Electric buses are so last week — electric garbage trucks are this week’s buzzy lithium-powered vehicle.

Volvo this month unveiled this electric rubbish truck (pictured).

The Volvo FE Electric has two electric motors that can together produce a maximum of 370 kW.

The up-to 300 kW lithium batteries can last up to 200 kilometres of driving time.

“This opens the door to new forms of cooperation with cities that target to improve air quality, reduce traffic noise, and cut congestion during peak hours since commercial operations can instead be carried out quietly and without tale-pipe exhaust emissions early in the morning or late at night,” said Volvo Trucks president Claes Nilsson.

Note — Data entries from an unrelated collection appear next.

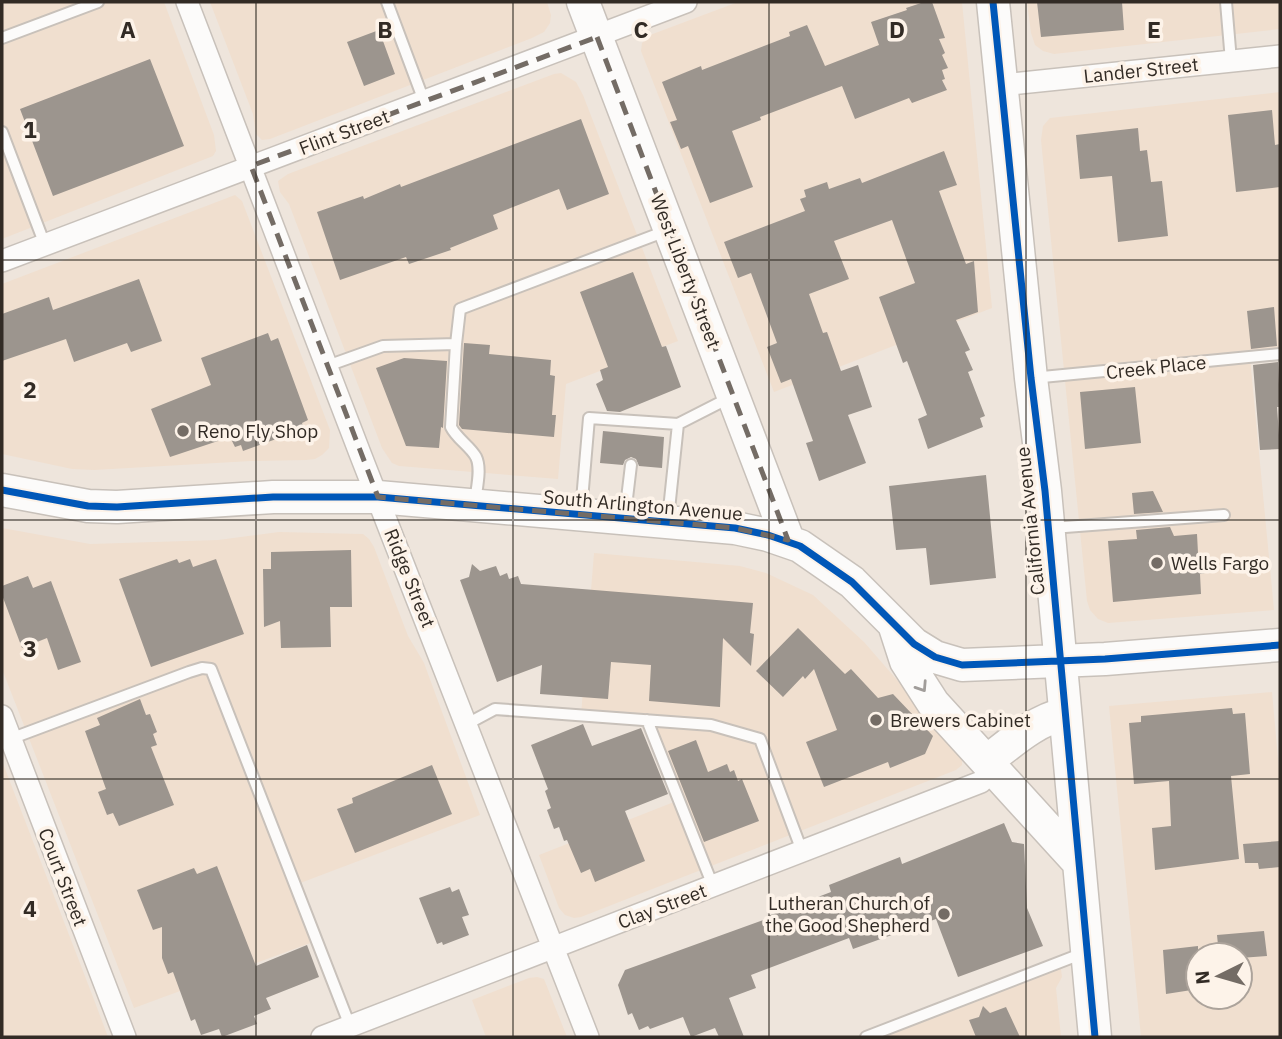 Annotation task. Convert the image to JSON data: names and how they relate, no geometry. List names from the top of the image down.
{
  "streets": {
    "main road": ["West Liberty Street", "South Arlington Avenue", "California Avenue"],
    "street": [
      "Lander Street",
      "Flint Street",
      "Ridge Street",
      "Court Street",
      "Clay Street"
    ],
    "lane": ["Creek Place"]
  },
  "crossings": [
    ["Lander Street", "California Avenue"],
    ["Flint Street", "West Liberty Street"],
    ["Flint Street", "Ridge Street"],
    ["West Liberty Street", "South Arlington Avenue"],
    ["Creek Place", "California Avenue"],
    ["South Arlington Avenue", "California Avenue"],
    ["South Arlington Avenue", "Ridge Street"],
    ["Ridge Street", "Clay Street"]
  ],
  "places": [
    "Reno Fly Shop",
    "Wells Fargo",
    "Brewers Cabinet",
    "Lutheran Church of the Good Shepherd"
  ],
  "north": "left",
  "grid": {
    "columns": [
      "A",
      "B",
      "C",
      "D",
      "E"
    ],
    "rows": [
      "1",
      "2",
      "3",
      "4"
    ]
  }
}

Stockhead is in touch with Volvo to see if they plan to bring their electric rubbish trucks to Australia (and if so, whether we can have a drive).

Volvo wants electric cars to make up 50 per cent of its sales by 2025, and is looking to China to make that happen.

China wants electric vehicles (EV) to account for 20 per cent of its annual car sales in 2025, or about 7 million vehicles.

Analyses from Bloomberg New Energy Finance say China will account for 50 per cent of the global EV market by 2030.

It says heavy duty vehicles — specifically buses — are what will lead the battery-powered vehicle market in that country.

The focus on electric trucks has so far been on semis, like Tesla’s proposed ‘Semi’ and Daimler’s E-FUSO Vision ONE, rather than specific use trucks.